◆ TASK DIRECTIONS ◆
Restate each record below word for word, skipping images.

Collection entries
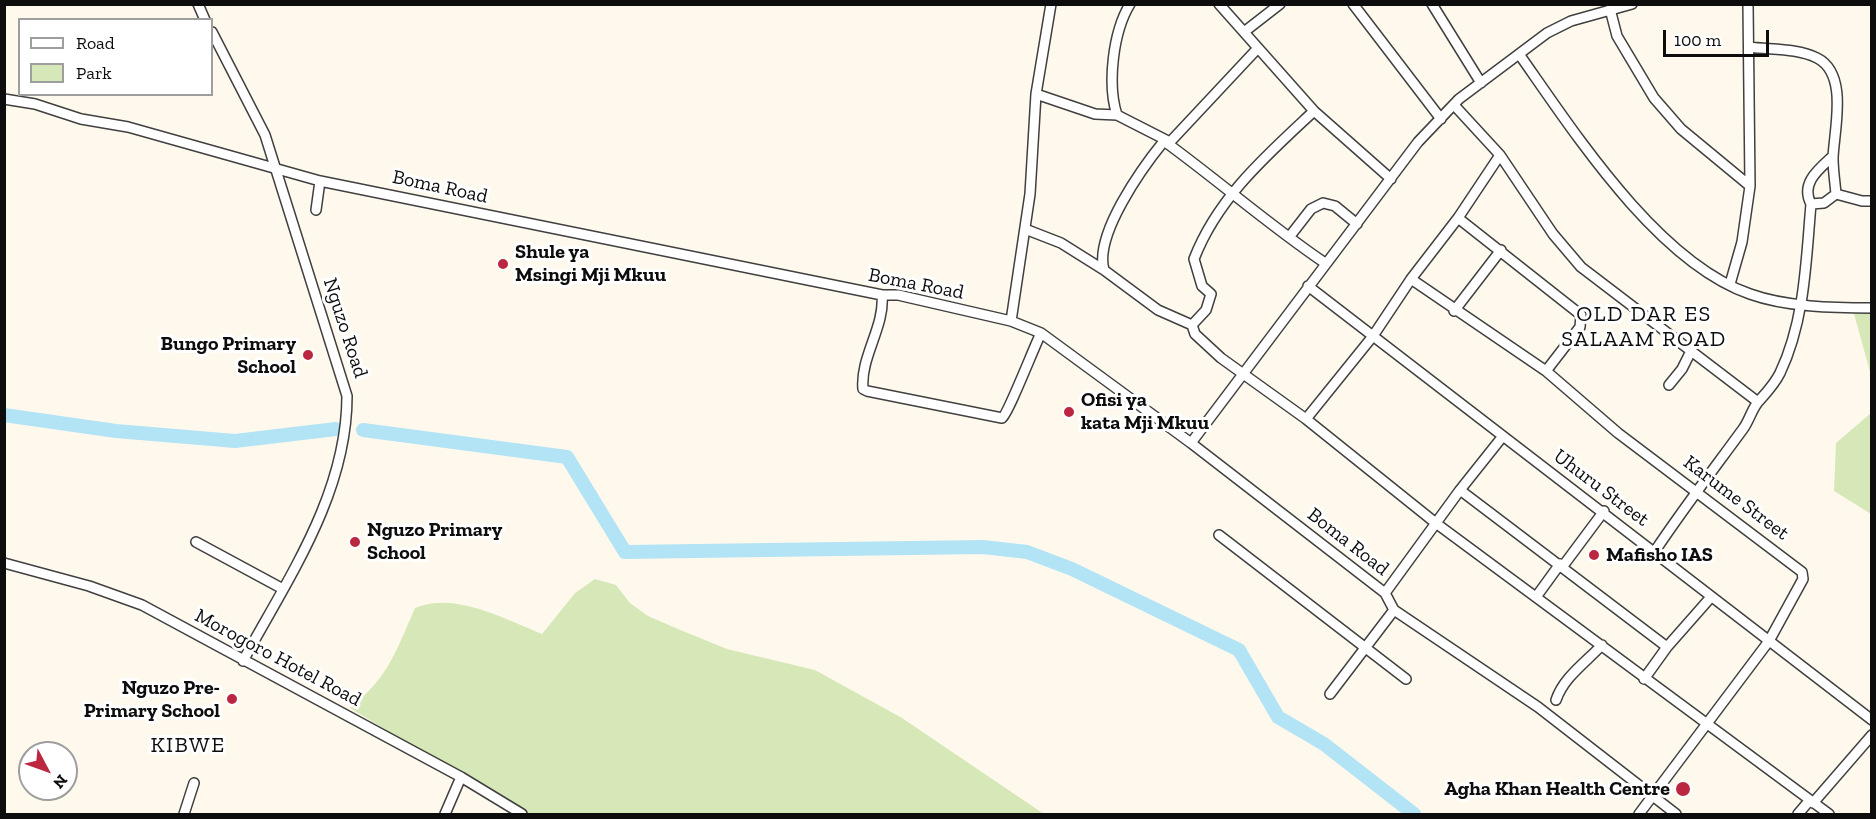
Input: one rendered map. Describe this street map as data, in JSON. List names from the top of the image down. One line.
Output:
{"streets":{"street":["Boma Road","Nguzo Road","Uhuru Street","Karume Street","Morogoro Hotel Road"]},"crossings":[["Boma Road","Nguzo Road"],["Boma Road","Karume Street"],["Nguzo Road","Morogoro Hotel Road"],["Uhuru Street","Karume Street"]],"districts":["OLD DAR ES SALAAM ROAD","KIBWE"],"places":["Shule ya Msingi Mji Mkuu","Bungo Primary School","Ofisi ya kata Mji Mkuu","Nguzo Primary School","Mafisho IAS","Nguzo Pre- Primary School","Agha Khan Health Centre"],"legend":["Road","Park"],"scale_bar":"100 m","north":"bottom right"}
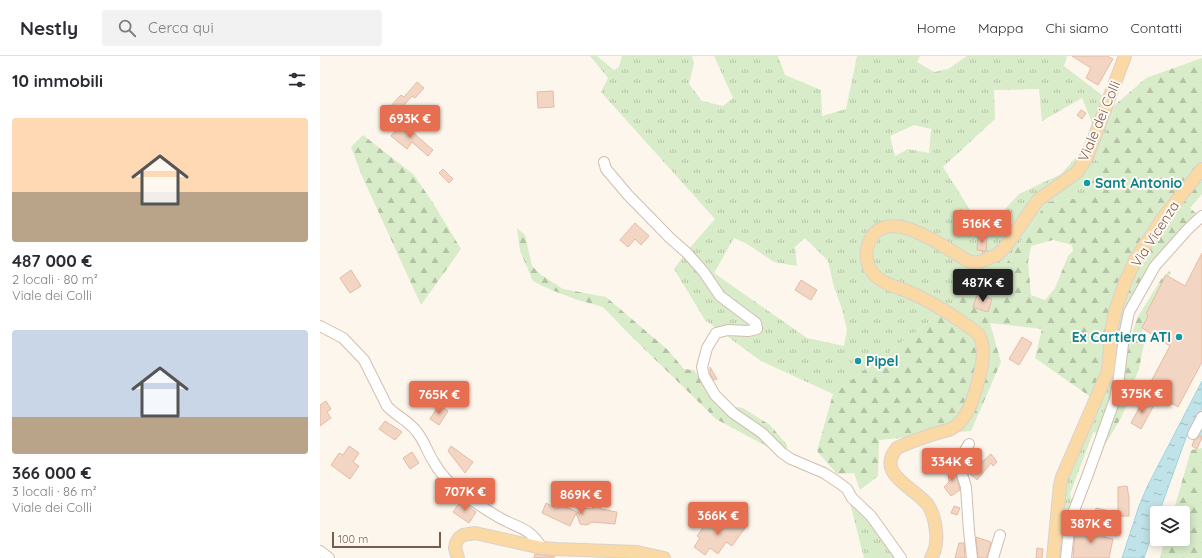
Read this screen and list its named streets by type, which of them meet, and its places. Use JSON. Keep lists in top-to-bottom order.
{
  "streets": {
    "main road": ["Viale dei Colli", "Via Vicenza"]
  },
  "places": ["Sant Antonio", "Ex Cartiera ATI", "Pipel"],
  "scale_bar": "100 m",
  "page": {
    "header": "Nestly",
    "search": "Cerca qui",
    "nav": [
      "Home",
      "Mappa",
      "Chi siamo",
      "Contatti"
    ],
    "heading": "10 immobili",
    "list": [
      {
        "name": "487 000 €",
        "note": "2 locali · 80 m² · Viale dei Colli"
      },
      {
        "name": "366 000 €",
        "note": "3 locali · 86 m² · Viale dei Colli"
      }
    ],
    "price": [
      "693K €",
      "516K €",
      "487K €",
      "375K €",
      "765K €",
      "334K €",
      "707K €",
      "869K €",
      "366K €",
      "387K €"
    ],
    "scale": "100 m"
  }
}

◆ EXPECTED OUTPUT ◆
Input: one rendered map. Describe this street map as data, in JSON. List names from the top of the image down. One line.
Output:
{"streets":{"street":["Boma Road","Nguzo Road","Uhuru Street","Karume Street","Morogoro Hotel Road"]},"crossings":[["Boma Road","Nguzo Road"],["Boma Road","Karume Street"],["Nguzo Road","Morogoro Hotel Road"],["Uhuru Street","Karume Street"]],"districts":["OLD DAR ES SALAAM ROAD","KIBWE"],"places":["Shule ya Msingi Mji Mkuu","Bungo Primary School","Ofisi ya kata Mji Mkuu","Nguzo Primary School","Mafisho IAS","Nguzo Pre- Primary School","Agha Khan Health Centre"],"legend":["Road","Park"],"scale_bar":"100 m","north":"bottom right"}
Read this screen and list its named streets by type, which of them meet, and its places. Use JSON. Keep lists in top-to-bottom order.
{
  "streets": {
    "main road": ["Viale dei Colli", "Via Vicenza"]
  },
  "places": ["Sant Antonio", "Ex Cartiera ATI", "Pipel"],
  "scale_bar": "100 m",
  "page": {
    "header": "Nestly",
    "search": "Cerca qui",
    "nav": [
      "Home",
      "Mappa",
      "Chi siamo",
      "Contatti"
    ],
    "heading": "10 immobili",
    "list": [
      {
        "name": "487 000 €",
        "note": "2 locali · 80 m² · Viale dei Colli"
      },
      {
        "name": "366 000 €",
        "note": "3 locali · 86 m² · Viale dei Colli"
      }
    ],
    "price": [
      "693K €",
      "516K €",
      "487K €",
      "375K €",
      "765K €",
      "334K €",
      "707K €",
      "869K €",
      "366K €",
      "387K €"
    ],
    "scale": "100 m"
  }
}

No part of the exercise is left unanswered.